-- Task to complete --
Skip every picture. Print each line from the one containing "Annotation task. Extract" through the end of the records below, word for word.

-- Information shown --
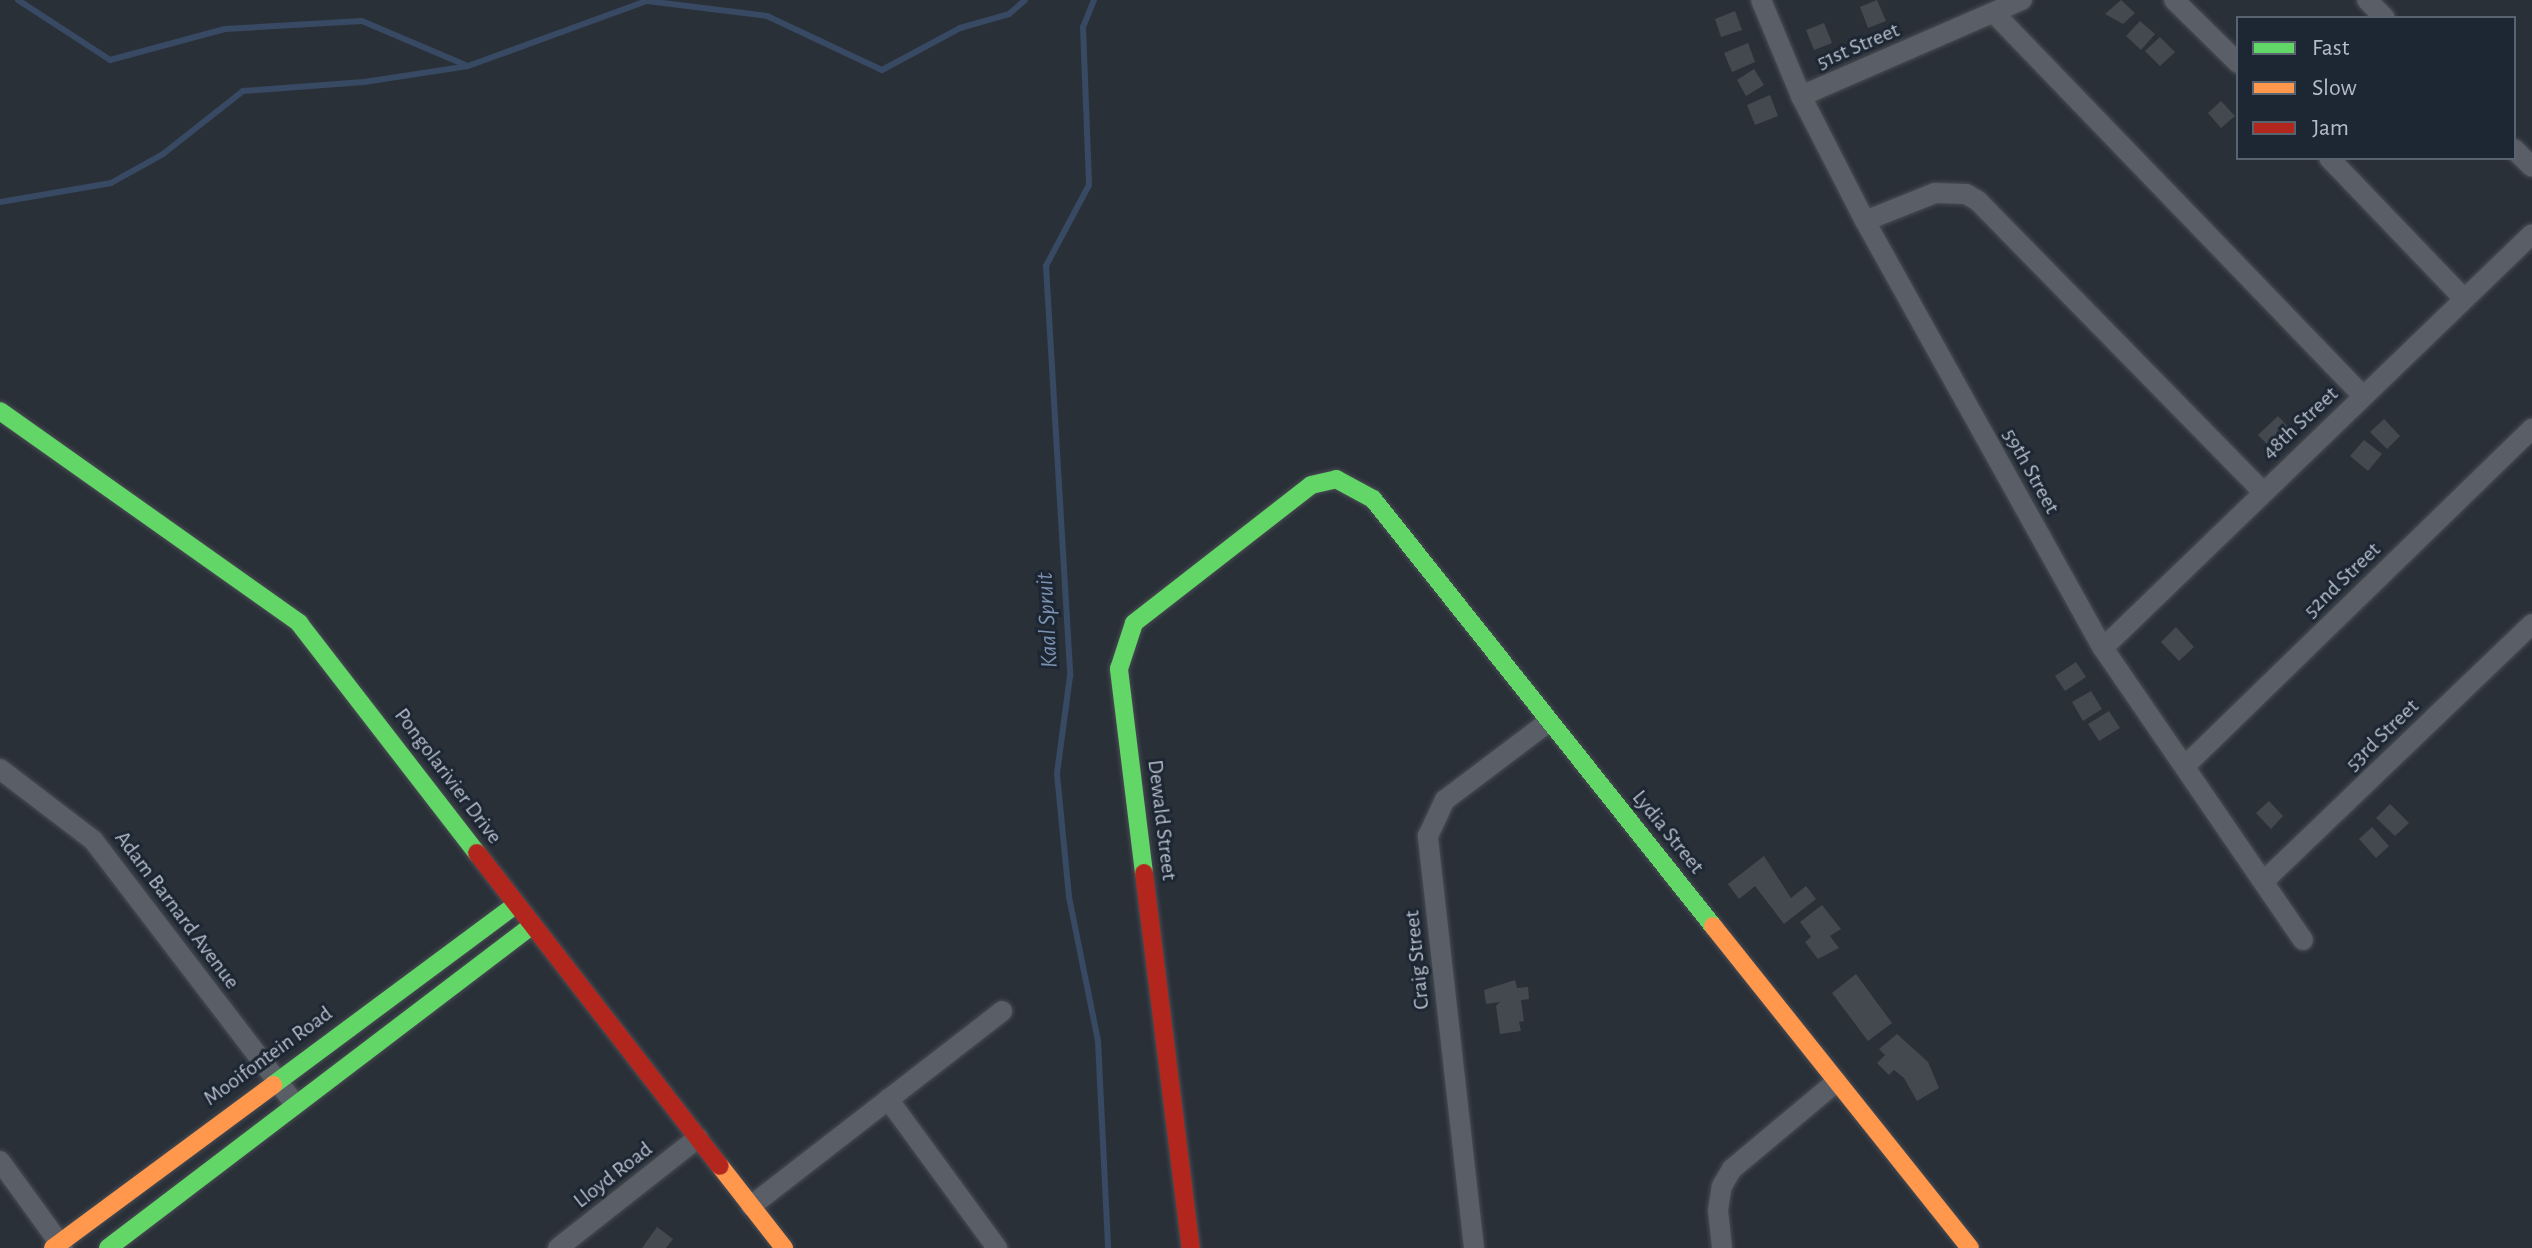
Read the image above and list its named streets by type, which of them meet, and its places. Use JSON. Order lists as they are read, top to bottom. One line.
{"streets":{"street":["51st Street","48th Street","59th Street","52nd Street","53rd Street","Pongolarivier Drive","Dewald Street","Lydia Street","Adam Barnard Avenue","Craig Street","Mooifontein Road","Lloyd Road"]},"crossings":[["51st Street","59th Street"],["48th Street","59th Street"],["59th Street","52nd Street"],["59th Street","53rd Street"],["Pongolarivier Drive","Mooifontein Road"],["Pongolarivier Drive","Lloyd Road"],["Dewald Street","Lydia Street"],["Lydia Street","Craig Street"],["Adam Barnard Avenue","Mooifontein Road"]],"water":["Kaal Spruit"],"legend":["Fast","Slow","Jam"]}
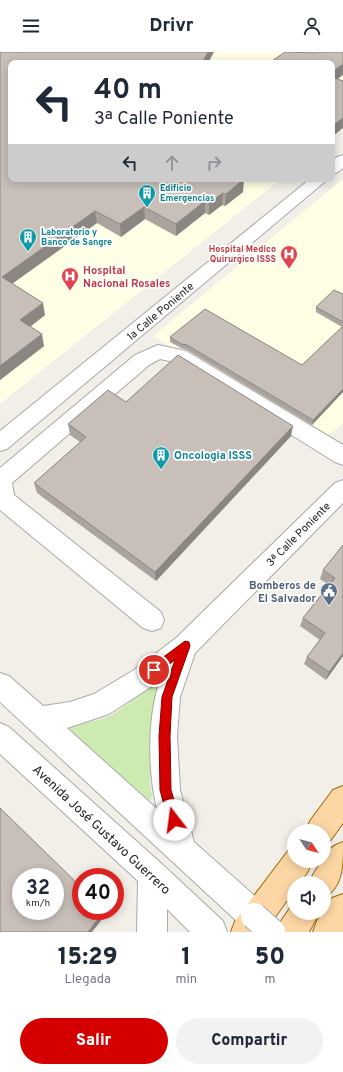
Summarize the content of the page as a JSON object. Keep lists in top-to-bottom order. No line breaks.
{"streets":{"street":["1a Calle Poniente","3ª Calle Poniente","Avenida José Gustavo Guerrero"]},"places":{"building":["Edificio Emergencias","Laboratorio y Banco de Sangre","Oncologia ISSS"],"hospital":["Hospital Medico Quirurgico ISSS","Hospital Nacional Rosales"],"public building":["Bomberos de El Salvador"]},"north":"bottom right","page":{"header":"Drivr","turn":["40 m","3ª Calle Poniente"],"speed":"32 km/h","limit":"40","eta":["15:29","Llegada","1","min","50","m"],"buttons":["Salir","Compartir"]}}
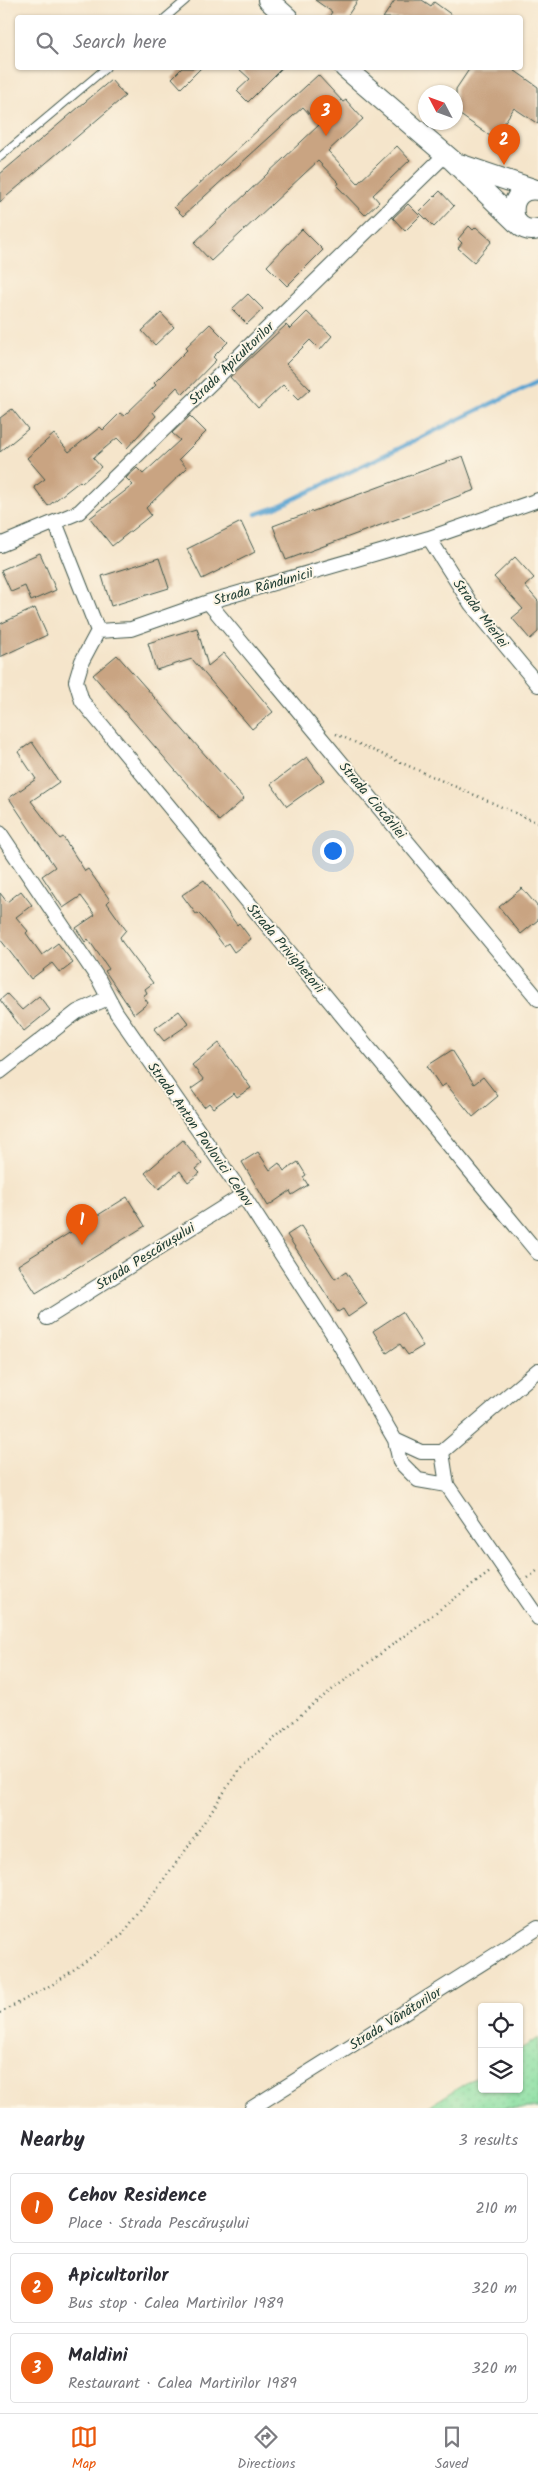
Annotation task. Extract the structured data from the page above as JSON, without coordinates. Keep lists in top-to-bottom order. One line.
{"streets":{"street":["Strada Apicultorilor","Strada Rândunicii","Strada Mierlei","Strada Ciocârliei","Strada Privighetorii","Strada Anton Pavlovici Cehov","Strada Pescărușului","Strada Vânătorilor"]},"crossings":[["Strada Rândunicii","Strada Mierlei"],["Strada Rândunicii","Strada Ciocârliei"],["Strada Rândunicii","Strada Privighetorii"],["Strada Anton Pavlovici Cehov","Strada Pescărușului"]],"north":"top left","page":{"search":"Search here","pins":["3","2","1"],"heading":["Nearby","3 results"],"list":[{"mark":"1","name":"Cehov Residence","note":"Place · Strada Pescărușului","value":"210 m"},{"mark":"2","name":"Apicultorilor","note":"Bus stop · Calea Martirilor 1989","value":"320 m"},{"mark":"3","name":"Maldini","note":"Restaurant · Calea Martirilor 1989","value":"320 m"}],"nav":["Map","Directions","Saved"]}}
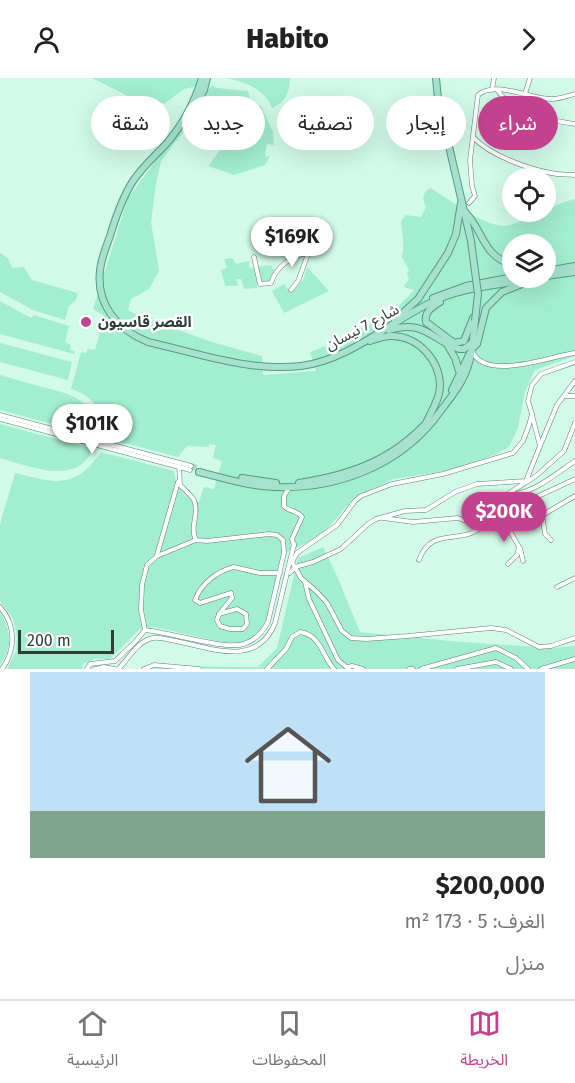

-- Answer box --
Annotation task. Extract the structured data from the page above as JSON, without coordinates. Keep lists in top-to-bottom order. One line.
{"streets":{"street":["Strada Apicultorilor","Strada Rândunicii","Strada Mierlei","Strada Ciocârliei","Strada Privighetorii","Strada Anton Pavlovici Cehov","Strada Pescărușului","Strada Vânătorilor"]},"crossings":[["Strada Rândunicii","Strada Mierlei"],["Strada Rândunicii","Strada Ciocârliei"],["Strada Rândunicii","Strada Privighetorii"],["Strada Anton Pavlovici Cehov","Strada Pescărușului"]],"north":"top left","page":{"search":"Search here","pins":["3","2","1"],"heading":["Nearby","3 results"],"list":[{"mark":"1","name":"Cehov Residence","note":"Place · Strada Pescărușului","value":"210 m"},{"mark":"2","name":"Apicultorilor","note":"Bus stop · Calea Martirilor 1989","value":"320 m"},{"mark":"3","name":"Maldini","note":"Restaurant · Calea Martirilor 1989","value":"320 m"}],"nav":["Map","Directions","Saved"]}}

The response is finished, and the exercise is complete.